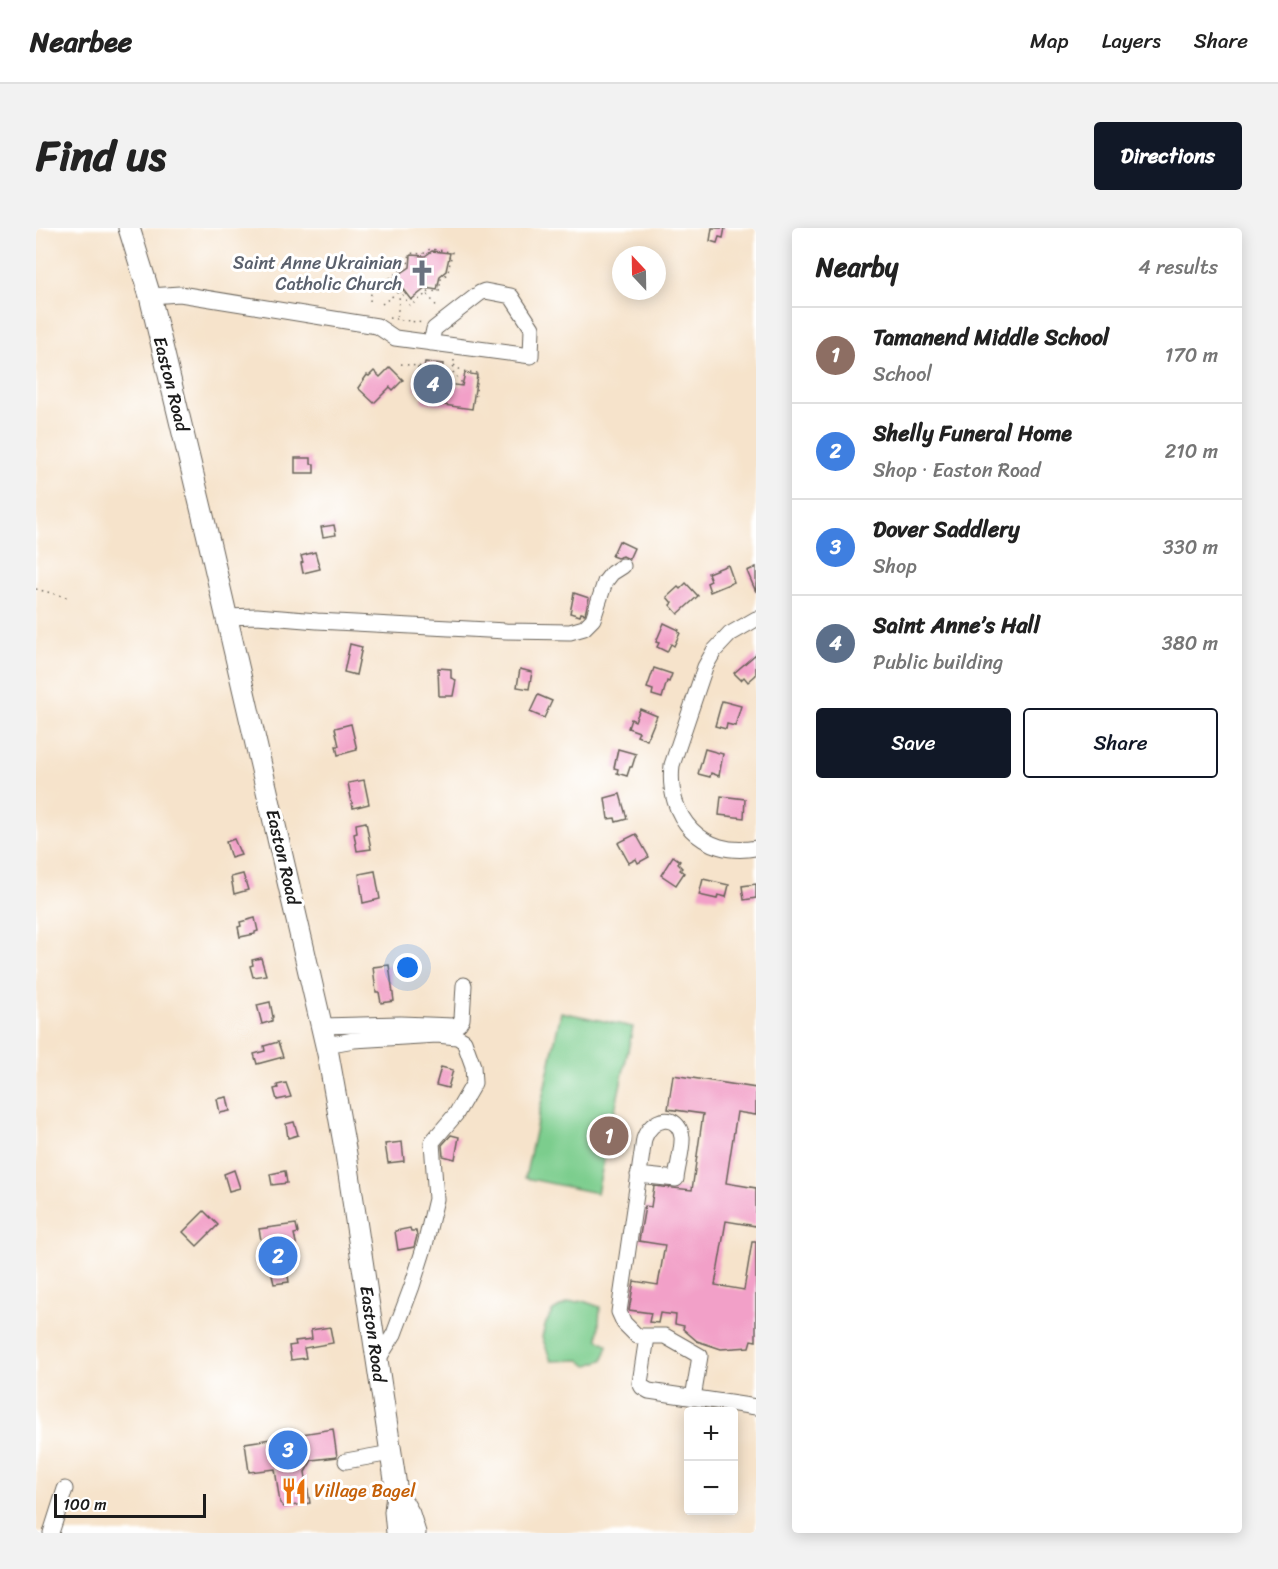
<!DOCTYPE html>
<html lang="en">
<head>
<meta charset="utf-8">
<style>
  body { margin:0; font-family:Sriracha,sans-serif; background:#f2f2f2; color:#222 }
  .controls { position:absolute; right:18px; bottom:18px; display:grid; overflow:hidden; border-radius:6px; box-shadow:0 3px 15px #0003 }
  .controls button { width:54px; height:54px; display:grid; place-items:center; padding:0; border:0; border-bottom:2px solid #e0e0e0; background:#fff; color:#222; font:30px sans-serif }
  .compass { position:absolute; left:576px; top:18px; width:54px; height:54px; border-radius:50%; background:#fff; box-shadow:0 3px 15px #0003; rotate:338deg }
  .scale { position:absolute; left:18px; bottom:15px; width:152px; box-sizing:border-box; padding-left:6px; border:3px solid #1c1c1c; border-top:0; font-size:16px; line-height:21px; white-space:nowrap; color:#1c1c1c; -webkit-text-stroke:4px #fff; paint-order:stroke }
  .you { position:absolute; left:372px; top:740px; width:21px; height:21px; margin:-15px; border:4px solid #fff; border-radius:50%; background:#1a73e8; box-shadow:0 0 0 9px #1a73e833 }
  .badge { display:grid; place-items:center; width:39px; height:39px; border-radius:50%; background:#111827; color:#fff; font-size:20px; font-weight:700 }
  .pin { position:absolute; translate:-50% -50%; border:3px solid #fff; box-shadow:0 2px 6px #0006 }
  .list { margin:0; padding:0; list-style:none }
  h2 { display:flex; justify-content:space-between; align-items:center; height:78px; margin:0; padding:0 24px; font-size:26px }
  h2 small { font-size:20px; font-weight:400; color:#767676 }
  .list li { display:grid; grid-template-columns:39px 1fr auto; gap:18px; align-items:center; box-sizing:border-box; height:96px; padding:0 24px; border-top:2px solid #e0e0e0 }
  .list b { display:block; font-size:22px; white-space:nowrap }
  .list p { margin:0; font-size:20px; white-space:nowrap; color:#767676 }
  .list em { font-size:20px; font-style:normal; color:#767676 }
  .actions { display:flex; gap:12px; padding:18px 24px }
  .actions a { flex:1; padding:14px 0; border:2px solid #111827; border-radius:6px; text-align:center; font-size:21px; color:#111827 }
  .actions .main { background:#111827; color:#fff }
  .map { position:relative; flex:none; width:720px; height:1305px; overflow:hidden; border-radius:6px }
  header { display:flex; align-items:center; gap:36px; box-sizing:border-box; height:84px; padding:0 30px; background:#fff; border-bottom:2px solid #e0e0e0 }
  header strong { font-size:28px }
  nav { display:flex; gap:33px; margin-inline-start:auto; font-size:21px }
  .intro { display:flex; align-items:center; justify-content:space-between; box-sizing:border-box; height:144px; padding:0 36px }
  h1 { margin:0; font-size:42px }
  .button { padding:15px 27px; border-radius:6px; background:#111827; color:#fff; font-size:21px; font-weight:700 }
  main { display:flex; gap:36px; padding:0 36px }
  aside { flex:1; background:#fff; border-radius:6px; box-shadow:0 3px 15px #0003 }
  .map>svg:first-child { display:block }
</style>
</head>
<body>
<header>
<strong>Nearbee</strong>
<nav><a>Map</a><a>Layers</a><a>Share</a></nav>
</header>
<div class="intro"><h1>Find us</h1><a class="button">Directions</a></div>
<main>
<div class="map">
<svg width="720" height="1305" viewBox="0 0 720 1305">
  <rect width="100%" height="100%" fill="#fff"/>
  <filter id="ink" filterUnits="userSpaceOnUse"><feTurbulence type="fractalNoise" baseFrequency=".0167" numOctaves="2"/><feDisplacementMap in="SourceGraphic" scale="12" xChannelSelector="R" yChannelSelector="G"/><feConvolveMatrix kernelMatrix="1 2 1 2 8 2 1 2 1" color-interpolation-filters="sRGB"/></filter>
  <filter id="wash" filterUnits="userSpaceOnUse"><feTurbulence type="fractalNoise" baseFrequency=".008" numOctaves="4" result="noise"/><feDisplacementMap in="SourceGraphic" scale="24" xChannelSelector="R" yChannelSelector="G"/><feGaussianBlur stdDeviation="1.35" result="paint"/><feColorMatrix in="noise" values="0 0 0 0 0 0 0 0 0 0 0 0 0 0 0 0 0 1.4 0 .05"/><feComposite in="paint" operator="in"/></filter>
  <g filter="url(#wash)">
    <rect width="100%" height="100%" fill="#f6e3cb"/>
    <g fill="#7ccd8d" stroke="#4c7454" stroke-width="1.5">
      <path d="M525,784l72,15 -36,166 -72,-15z"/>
      <path d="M547,1073l17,6 -2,32 10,6 -5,15 -16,6 -7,-6 -29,1 -9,-24 4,-14 7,-12 14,-8z"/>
    </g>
    <g id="blocks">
      <g fill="#f2a0c8">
        <path d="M676,0h13l-2,10 -4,-1 -2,6 -7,-2z"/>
        <path d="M396,23l18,2 -4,18 -6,5 -3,14 -11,-2 -15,12 -17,-22 16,-11 1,-12 14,1z"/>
        <path d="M389,134l18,2 -3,19 22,3 3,-13 12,2 -5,34 -50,-7 2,-11 -9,-1 1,-8h-2l4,-14h6z"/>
        <path d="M354,139l13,13 -10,10 -3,-3 -16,16 -16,-15 9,-13 2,1 5,-5 6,6z"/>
        <path d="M259,230h16v6h3v9h-19z"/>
        <path d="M298,297l2,10 -13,2 -2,-10z"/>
        <path d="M583,313l15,7 -5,11 -6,-3 -6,2 -5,-2z"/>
        <path d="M279,324l5,17 -17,4 -2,-10 2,-1 -2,-6z"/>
        <path d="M692,337l6,17 -24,10 -3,-9 4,-2 -3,-8z"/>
        <path d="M720,339v25l-9,-21z"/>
        <path d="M650,355l12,13 -20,18 -8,-9 2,-2 -5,-6 11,-10 2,2z"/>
        <path d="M538,365l15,5 -4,16 -4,-1 -1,3 -10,-3z"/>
        <path d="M628,395l15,7 -1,2 2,1 -6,13 -3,-2 -4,8 -10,-5 2,-4 -3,-1z"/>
        <path d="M314,416l12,3 -6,28 -12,-3z"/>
        <path d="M720,426v21l-8,7 -4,-5 -3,3 -7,-7z"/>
        <path d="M402,440l13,1v9l5,2 -3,16h-14z"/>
        <path d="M618,440l18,6 -3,8 -2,-1 -5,17 -10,-3 1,-5 -6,-2z"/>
        <path d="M484,441l12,3 -3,17 -12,-2z"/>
        <path d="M502,467l14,6 -8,17 -14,-6z"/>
        <path d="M686,473l19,5 -6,20 -8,-2 -1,5 -11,-3z"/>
        <path d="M604,481l17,7 -10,24 -10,-4 2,-4 -11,-4 3,-9 4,2z"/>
        <path d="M315,496l6,26 -19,5 -2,-9h3l-4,-18z"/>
        <path d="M582,521l18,5 -4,13h-2l-3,9 -10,-3 1,-4 -4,-1z"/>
        <path d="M669,521l18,5 -4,22 -8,-3 -1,4 -12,-3z"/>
        <path d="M328,552l5,24 -16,4 -5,-25z"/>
        <path d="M584,566l7,25 -11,3 -1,-4 -7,1 -3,-21z"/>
        <path d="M685,568l24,3 -1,19 -25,-3z"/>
        <path d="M330,594l5,27 -14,2 -3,-17 3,-1 -1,-9z"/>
        <path d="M600,606l13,23 -11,6 -2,-4 -7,4 -11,-20z"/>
        <path d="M198,611l7,16 -10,3 -5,-16z"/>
        <path d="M637,628l7,5 -2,3 4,4 -2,2 4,3 -8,12 -15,-10z"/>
        <path d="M339,643l5,28 -17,4 -4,-29z"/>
        <path d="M207,646l5,16 -14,4 -3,-17z"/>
        <path d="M667,651l26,6 -3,12 -8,-2 -1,4 -18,-4z"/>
        <path d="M720,656v14l-12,2 -2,-14z"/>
        <path d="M219,690l3,13 -3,1v2l-15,3 -2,-10 3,-1 -1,-4z"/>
        <path d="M225,730l5,17 -13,2 -3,-11 3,-1 -1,-5z"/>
        <path d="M353,737l5,36 -13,2 -2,-11h-3l-3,-25z"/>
        <path d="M234,774l3,15 -1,1v3l-10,3 -5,-19z"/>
        <path d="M242,814l5,15 -26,7 -3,-10 11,-3 -1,-5z"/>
        <path d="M405,839l12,3 -5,18 -12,-3z"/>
        <path d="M637,847l83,13v27l-19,-3 -11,71 30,5v38l-30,-5 -11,64 29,5 8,-48h4v99l-5,-1 -2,7 -28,2 -24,-8 -14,-12 1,-3 -9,-2 1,-9 -16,-2 -2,10 -9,-1 2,-9 -22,-3 5,-29 24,4 7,-40 -26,-4 6,-35 6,1 3,-21 38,4 11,-76 -35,-5z"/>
        <path d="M250,855l5,14 -14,3 -3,-11 4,-1 -1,-3z"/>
        <path d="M191,869l3,14 -10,2 -3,-14z"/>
        <path d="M258,894l4,13 -10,3 -2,-14z"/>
        <path d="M415,907l8,2 -4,22 -12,-3 -1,-11z"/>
        <path d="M366,914l2,19 -16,2 -3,-19z"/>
        <path d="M198,942l6,18 -11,3 -5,-17z"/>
        <path d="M249,943l2,12 -15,2 -2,-11z"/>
        <path d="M168,983l14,14 -21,21 -14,-14z"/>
        <path d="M260,996l2,9 -4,1 3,13h-3l2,16 -10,2 3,17 -15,2 -6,-26 -6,2 -1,-8 2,-1 -4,-22z"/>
        <path d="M374,1000l1,3h5l1,5 -3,11 -16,3 -3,-19z"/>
        <path d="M294,1099l3,16 -29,5 2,10 -15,2 -2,-14 7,-1 -1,-4 17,-2 -1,-9z"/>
        <path d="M297,1201l4,28 -25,3 -7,12 5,31 -26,4 -4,-4 -5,-34 -26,3 -4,-29z"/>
      </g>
    </g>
  </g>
  <g filter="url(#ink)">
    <use href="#blocks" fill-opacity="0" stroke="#686259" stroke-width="1.5"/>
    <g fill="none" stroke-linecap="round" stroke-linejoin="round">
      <g stroke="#686259" stroke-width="17">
        <g id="minor">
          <path d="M114,68l30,-2 197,32 18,12 136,18 1,-28 -21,-32 -26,-5 -5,2 -46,36 -3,14"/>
          <path d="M190,389l31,-1 60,5 189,10 64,1 14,-4 9,-9 12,-37 7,-9 11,-7"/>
          <path d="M720,391l-26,15 -16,17 -9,16 -33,98c-6,52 30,93 84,83"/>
          <path d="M286,798l78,-2 54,2 5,-2 3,-5 2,-34"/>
          <path d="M290,817l28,-5 83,-5 20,2 7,4 9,25 1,17 -18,31 -24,28 4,57 -11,46 -13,41 -18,48 -17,27"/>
          <path d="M602,947l38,4c1,-11 7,-31 6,-42 -4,-25 -31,-20 -38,2l-25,173 5,11 13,13h28l35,20 -7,42"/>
          <path d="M611,1109l-7,46 2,4 7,4 107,16"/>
          <path d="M310,1233l45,-8"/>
          <path d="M15,1305l14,-44"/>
        </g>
      </g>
      <g stroke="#686259" stroke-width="23">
        <g id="highway">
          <path d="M93,0l21,68 58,241 120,517 18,100 51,339 -2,19 2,21"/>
          <path d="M361,1265l12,21 6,19"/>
        </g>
      </g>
      <g stroke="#686259" stroke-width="1.5" stroke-dasharray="1.5 4.5" stroke-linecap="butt">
        <path d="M388,62l14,18"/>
        <path d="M334,73l2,-15 28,5 10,15 20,-15 9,1 2,-13 7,-6 4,-21 -22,-3 -7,5 -13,-1 -2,11 -18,14 10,13 -3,28"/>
        <path d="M346,76l20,-15"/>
        <path d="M353,90l34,5"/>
        <path d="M418,132l-1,12 9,11"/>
        <path d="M365,136l23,3"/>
        <path d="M418,137l8,6 16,2 -3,28"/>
        <path d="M0,361l34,9"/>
      </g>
      <use href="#minor" stroke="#fff" stroke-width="15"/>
      <use href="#highway" stroke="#fff" stroke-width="21"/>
    </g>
  </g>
  <defs>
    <g id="church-bare" transform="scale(2.07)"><path d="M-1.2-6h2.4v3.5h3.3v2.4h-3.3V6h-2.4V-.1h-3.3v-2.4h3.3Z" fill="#6b7280" stroke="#fff" stroke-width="2.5" paint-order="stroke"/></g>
    <g id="restaurant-bare" transform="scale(2.07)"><path d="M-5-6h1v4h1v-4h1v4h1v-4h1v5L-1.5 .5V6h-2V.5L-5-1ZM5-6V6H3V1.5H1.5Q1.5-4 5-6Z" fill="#e8710a" stroke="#fff" stroke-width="2.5" paint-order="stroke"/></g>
  </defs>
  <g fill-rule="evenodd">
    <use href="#church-bare" x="386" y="45"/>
    <use href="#restaurant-bare" x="258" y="1263"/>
  </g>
  <g text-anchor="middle" stroke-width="6" stroke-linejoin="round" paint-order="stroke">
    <g font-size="18" fill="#5b616d" stroke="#fff" text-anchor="end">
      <text x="366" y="41">Saint Anne Ukrainian<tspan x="366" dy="21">Catholic Church</tspan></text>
    </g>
    <g font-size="18" fill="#1c1c1c" stroke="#fff">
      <text transform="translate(135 156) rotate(76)" y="6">Easton Road</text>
      <text transform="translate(247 629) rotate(77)" y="6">Easton Road</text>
      <text transform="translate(337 1106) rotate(82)" y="6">Easton Road</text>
    </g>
    <g font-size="18" fill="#c56008" stroke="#fff" text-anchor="start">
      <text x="278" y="1269">Village Bagel</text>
    </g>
  </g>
</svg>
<div class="controls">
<button>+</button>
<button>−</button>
</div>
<svg class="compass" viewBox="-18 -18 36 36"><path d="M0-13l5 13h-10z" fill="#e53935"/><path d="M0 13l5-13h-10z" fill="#767676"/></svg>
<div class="scale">100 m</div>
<div class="you"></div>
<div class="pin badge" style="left:573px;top:908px;background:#8d6e63">1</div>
<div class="pin badge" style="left:242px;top:1028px;background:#3f7fe0">2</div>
<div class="pin badge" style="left:252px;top:1222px;background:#3f7fe0">3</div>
<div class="pin badge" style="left:397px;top:156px;background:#5c6f8a">4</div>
</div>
<aside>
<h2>Nearby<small>4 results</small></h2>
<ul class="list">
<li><span class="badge" style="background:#8d6e63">1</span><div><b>Tamanend Middle School</b><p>School</p></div><em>170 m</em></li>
<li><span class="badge" style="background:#3f7fe0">2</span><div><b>Shelly Funeral Home</b><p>Shop · Easton Road</p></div><em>210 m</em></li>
<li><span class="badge" style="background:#3f7fe0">3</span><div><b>Dover Saddlery</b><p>Shop</p></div><em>330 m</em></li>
<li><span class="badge" style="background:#5c6f8a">4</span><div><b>Saint Anne’s Hall</b><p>Public building</p></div><em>380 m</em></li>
</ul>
<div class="actions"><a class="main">Save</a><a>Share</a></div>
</aside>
</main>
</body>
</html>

● **WHAT IS BEING ASKED**: Leave out the pictures and repeat exactly the lines from the first line of the data through the line containing "display:grid; place-items:center; width:39px;". Add nothing else.

● **SOLUTION FOR THIS TASK**:
<!DOCTYPE html>
<html lang="en">
<head>
<meta charset="utf-8">
<style>
  body { margin:0; font-family:Sriracha,sans-serif; background:#f2f2f2; color:#222 }
  .controls { position:absolute; right:18px; bottom:18px; display:grid; overflow:hidden; border-radius:6px; box-shadow:0 3px 15px #0003 }
  .controls button { width:54px; height:54px; display:grid; place-items:center; padding:0; border:0; border-bottom:2px solid #e0e0e0; background:#fff; color:#222; font:30px sans-serif }
  .compass { position:absolute; left:576px; top:18px; width:54px; height:54px; border-radius:50%; background:#fff; box-shadow:0 3px 15px #0003; rotate:338deg }
  .scale { position:absolute; left:18px; bottom:15px; width:152px; box-sizing:border-box; padding-left:6px; border:3px solid #1c1c1c; border-top:0; font-size:16px; line-height:21px; white-space:nowrap; color:#1c1c1c; -webkit-text-stroke:4px #fff; paint-order:stroke }
  .you { position:absolute; left:372px; top:740px; width:21px; height:21px; margin:-15px; border:4px solid #fff; border-radius:50%; background:#1a73e8; box-shadow:0 0 0 9px #1a73e833 }
  .badge { display:grid; place-items:center; width:39px; height:39px; border-radius:50%; background:#111827; color:#fff; font-size:20px; font-weight:700 }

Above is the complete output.